Beatty began helping Gold with Internet sales in about 2000. When Gold died in 2010, they decided to buy the business from his family.
“AU Sports is in our blood, no question about it,” Beatty said.
The Morton Grove store, on Dempster just west of Austin, is in a space occupied for many years by Magazine Memories.
Anyone who had been in that shop, crowded wall-to-wall with racks of old magazines, would not recognize the look of AU Sports. Beatty said the store was completely gutted and remodeled.
It now has a large open space. Two long walls are packed with case after case of sports cards. The largest percentage are from baseball, though the store also stocks cards from hockey, basketball, football and other sports.
There is a section of wall displaying autographed jerseys and another large display of trophy-mounted baseballs. The store also carries other kinds of collectables, from bobbleheads to autographed footballs and basketballs.
There are also a few quirkier items, like a sort of cardboard face mask of Harry Caray that Beatty said was given away at Caray’s restaurant after his death.
A display case holds a new Peanuts lunch box, made collectable because it was given away at Wrigley Field and carries a Cubs logo.
Beatty said AU Sports carries about 5 million sports cards, many of them vintage stuff from the 50s and 60s.
Most cards have been bought from sellers who come in with their own collections looking to sell what they can.
That’s part of what makes the job exciting, Beatty and Caputo said. They never know when someone will show up with a really special card.
“People walk in with boxes and ask if you want to buy it,” Beatty said. “Sometimes the answer is yes. Most of the time it’s no.”
Caputo said cards of Baseball Hall of Fame players are usually popular, players like Stan Musial, Bob Gibson and Hank Aaron. Players who are currently hot also have popular cards, he said.
The store carries new cards when they come out, and collectible cards with values anywhere from a nickel to about $20,000.
Beatty said the keys are the age and condition of the card.
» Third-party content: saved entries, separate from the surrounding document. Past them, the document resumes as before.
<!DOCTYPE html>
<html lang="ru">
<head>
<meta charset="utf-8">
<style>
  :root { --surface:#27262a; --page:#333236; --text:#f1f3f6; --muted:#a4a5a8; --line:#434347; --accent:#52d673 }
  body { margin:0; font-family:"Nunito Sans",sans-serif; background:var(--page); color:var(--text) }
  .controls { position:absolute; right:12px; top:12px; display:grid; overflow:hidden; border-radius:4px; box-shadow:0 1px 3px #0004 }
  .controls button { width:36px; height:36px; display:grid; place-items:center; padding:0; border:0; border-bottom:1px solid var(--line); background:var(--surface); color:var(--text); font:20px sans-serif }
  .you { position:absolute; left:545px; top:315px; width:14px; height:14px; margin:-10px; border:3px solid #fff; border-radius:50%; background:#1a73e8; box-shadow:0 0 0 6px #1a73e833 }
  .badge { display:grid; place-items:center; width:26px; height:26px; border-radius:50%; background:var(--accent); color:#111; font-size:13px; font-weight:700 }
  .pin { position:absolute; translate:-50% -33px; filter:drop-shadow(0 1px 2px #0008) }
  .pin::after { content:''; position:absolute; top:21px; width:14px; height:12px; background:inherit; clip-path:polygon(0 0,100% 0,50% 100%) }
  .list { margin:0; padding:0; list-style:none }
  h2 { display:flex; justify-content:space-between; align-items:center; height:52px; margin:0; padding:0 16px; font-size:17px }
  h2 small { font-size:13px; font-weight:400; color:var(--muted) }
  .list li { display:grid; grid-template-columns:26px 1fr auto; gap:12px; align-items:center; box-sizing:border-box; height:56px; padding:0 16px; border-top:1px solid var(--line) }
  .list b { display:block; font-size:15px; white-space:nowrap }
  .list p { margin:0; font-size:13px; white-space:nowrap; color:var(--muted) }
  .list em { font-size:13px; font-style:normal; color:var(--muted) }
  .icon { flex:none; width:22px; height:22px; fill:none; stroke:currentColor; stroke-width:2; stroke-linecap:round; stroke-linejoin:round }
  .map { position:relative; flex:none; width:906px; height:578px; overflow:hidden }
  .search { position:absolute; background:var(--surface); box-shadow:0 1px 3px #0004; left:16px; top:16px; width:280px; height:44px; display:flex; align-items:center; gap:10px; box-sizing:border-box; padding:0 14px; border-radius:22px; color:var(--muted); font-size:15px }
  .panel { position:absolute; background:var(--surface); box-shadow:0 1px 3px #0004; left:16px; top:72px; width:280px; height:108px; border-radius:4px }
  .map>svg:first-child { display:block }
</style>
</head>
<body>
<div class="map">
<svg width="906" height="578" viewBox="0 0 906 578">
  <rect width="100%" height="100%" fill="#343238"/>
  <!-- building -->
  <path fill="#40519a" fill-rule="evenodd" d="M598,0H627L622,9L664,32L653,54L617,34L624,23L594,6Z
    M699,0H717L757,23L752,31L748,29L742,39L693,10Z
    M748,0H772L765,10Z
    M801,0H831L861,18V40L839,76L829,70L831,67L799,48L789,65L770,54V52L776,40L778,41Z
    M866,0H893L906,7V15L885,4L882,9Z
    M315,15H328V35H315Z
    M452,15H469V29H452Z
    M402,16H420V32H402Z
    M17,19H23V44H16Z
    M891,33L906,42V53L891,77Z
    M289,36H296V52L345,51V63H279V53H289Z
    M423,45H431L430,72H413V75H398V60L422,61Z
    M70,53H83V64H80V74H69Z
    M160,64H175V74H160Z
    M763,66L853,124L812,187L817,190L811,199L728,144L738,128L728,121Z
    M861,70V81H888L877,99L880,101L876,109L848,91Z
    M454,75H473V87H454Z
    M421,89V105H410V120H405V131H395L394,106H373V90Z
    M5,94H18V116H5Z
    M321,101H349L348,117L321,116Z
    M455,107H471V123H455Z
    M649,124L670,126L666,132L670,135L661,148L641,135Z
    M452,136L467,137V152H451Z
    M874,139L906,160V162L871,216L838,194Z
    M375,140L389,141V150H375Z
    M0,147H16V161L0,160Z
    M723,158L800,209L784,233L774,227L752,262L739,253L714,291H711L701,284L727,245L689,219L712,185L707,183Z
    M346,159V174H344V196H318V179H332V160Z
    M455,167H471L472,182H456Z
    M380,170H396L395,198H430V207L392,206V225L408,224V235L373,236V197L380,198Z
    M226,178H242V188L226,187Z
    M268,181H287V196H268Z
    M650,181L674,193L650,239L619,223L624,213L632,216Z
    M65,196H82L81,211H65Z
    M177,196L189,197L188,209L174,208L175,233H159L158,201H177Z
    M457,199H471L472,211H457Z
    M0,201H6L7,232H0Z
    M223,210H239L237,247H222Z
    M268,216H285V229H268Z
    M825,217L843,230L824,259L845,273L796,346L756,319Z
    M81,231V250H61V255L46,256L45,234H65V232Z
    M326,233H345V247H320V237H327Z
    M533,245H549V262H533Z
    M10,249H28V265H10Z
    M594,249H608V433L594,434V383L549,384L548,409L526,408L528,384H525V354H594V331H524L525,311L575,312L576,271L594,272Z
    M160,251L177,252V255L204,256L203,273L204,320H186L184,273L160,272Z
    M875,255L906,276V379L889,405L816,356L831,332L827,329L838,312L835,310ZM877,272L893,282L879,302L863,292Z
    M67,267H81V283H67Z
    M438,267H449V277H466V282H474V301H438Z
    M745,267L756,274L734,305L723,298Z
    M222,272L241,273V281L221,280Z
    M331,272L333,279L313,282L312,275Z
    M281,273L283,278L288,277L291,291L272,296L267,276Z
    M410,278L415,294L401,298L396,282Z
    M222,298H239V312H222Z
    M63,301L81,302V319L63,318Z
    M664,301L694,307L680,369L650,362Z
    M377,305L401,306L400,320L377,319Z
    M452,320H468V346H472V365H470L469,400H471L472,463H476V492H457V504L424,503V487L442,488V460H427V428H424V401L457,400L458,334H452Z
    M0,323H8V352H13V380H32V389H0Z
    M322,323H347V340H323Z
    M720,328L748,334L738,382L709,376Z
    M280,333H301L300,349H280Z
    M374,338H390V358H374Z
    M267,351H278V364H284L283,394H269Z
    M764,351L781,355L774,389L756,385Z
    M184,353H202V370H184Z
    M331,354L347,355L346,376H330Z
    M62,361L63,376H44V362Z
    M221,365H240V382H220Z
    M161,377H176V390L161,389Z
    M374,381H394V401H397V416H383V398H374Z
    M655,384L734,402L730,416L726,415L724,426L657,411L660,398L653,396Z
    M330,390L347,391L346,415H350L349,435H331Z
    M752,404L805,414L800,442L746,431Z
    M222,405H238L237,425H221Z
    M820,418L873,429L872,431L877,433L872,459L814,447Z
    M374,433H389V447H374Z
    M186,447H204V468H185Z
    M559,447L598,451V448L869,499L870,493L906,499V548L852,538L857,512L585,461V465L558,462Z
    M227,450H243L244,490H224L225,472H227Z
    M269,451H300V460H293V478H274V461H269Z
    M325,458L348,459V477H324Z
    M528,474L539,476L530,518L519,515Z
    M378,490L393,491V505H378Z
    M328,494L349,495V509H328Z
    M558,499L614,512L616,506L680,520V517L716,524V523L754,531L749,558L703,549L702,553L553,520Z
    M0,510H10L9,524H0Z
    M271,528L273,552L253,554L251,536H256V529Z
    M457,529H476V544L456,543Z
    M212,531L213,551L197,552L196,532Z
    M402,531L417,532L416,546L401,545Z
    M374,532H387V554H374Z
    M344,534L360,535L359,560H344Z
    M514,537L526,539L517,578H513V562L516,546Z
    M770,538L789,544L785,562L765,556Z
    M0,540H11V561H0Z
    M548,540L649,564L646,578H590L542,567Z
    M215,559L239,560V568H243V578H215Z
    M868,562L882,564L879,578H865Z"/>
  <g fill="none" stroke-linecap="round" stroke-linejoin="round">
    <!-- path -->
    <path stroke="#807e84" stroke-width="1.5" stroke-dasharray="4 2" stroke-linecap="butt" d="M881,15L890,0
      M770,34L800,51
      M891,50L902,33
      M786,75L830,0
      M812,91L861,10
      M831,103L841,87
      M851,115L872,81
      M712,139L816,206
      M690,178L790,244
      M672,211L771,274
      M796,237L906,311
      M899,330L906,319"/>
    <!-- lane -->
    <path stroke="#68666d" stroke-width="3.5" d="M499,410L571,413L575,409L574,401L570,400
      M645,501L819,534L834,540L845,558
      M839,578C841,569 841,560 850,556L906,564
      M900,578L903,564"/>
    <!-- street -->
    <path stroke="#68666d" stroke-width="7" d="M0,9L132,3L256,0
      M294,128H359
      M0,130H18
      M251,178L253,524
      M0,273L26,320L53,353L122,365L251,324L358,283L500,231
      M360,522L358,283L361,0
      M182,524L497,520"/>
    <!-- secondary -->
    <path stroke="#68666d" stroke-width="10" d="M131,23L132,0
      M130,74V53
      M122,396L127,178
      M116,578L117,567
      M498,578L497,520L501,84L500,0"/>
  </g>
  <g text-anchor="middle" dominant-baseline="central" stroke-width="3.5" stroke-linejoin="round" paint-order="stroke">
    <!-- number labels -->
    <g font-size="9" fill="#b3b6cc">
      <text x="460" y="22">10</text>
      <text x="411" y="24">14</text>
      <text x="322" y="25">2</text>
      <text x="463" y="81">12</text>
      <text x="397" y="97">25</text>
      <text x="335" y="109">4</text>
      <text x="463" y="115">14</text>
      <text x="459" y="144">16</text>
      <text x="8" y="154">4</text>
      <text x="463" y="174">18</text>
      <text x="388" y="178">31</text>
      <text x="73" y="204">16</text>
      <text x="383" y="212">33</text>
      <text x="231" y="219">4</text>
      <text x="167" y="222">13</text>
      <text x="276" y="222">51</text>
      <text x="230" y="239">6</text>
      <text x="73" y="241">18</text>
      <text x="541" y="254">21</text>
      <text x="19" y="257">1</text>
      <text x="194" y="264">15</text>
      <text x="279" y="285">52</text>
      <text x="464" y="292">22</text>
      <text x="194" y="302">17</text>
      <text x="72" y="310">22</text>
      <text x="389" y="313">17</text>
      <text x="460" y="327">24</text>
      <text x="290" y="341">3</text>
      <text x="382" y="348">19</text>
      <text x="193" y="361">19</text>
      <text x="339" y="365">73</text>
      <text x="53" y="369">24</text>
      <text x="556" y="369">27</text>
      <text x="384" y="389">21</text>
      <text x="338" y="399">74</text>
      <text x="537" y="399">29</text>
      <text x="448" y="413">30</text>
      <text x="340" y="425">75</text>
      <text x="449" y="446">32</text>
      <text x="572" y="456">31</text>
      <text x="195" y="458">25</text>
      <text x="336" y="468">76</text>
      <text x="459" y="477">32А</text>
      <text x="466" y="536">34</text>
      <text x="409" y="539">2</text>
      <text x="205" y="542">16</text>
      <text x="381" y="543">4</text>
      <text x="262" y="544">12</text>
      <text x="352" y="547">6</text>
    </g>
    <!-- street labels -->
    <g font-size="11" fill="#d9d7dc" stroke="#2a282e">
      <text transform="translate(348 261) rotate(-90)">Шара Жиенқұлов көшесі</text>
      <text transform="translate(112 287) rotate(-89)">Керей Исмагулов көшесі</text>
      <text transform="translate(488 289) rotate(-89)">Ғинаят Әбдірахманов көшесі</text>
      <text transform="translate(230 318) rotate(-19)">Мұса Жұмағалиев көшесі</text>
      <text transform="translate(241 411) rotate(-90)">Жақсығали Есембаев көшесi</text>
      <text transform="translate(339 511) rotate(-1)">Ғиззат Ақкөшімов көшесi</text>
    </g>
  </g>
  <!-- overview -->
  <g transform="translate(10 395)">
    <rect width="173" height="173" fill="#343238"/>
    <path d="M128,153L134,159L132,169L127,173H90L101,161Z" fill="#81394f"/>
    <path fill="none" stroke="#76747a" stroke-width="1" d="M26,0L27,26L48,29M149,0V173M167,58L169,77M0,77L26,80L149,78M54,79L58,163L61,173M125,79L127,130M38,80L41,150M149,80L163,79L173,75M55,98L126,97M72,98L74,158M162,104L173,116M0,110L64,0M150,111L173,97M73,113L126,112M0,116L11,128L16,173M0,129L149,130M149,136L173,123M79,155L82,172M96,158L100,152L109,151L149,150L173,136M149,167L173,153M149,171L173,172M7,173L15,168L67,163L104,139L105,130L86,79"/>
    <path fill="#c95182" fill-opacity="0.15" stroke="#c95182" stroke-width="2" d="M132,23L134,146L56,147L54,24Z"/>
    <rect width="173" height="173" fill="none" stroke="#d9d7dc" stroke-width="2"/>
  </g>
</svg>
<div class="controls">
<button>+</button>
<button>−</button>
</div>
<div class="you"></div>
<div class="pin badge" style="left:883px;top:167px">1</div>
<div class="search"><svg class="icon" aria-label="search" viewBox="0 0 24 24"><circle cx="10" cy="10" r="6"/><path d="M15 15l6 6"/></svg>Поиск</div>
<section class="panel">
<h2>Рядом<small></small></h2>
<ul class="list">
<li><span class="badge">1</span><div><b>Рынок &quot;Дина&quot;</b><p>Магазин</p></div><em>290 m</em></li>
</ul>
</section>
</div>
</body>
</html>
Creases, bent corners, fading, or any similar defect will lower the value.
Customers often come in or contact them through their Facebook page or eBay site looking for s specific cards, and most often they can fill the request.
“Maybe two out of 10 (customers) get disappointed,” Beatty said. “When we don’t have it doesn’t mean we won’t get it. You never know who’s going to walk in the door.”
Beatty and Caputo also have favorite cards. Caputo said he enjoys old hockey players. For Beatty, a favorite is a 1952 Topps Gus Zernial card.
It carries a photo of Zernial making the “OK” sign with his left hand. In his right hand he is holding up a bat with a half-dozen baseballs apparently and weirdly glued to it.
“It’s goofy. It’s just an absurd card,” Beatty said. “It’s just ridiculously absurd.”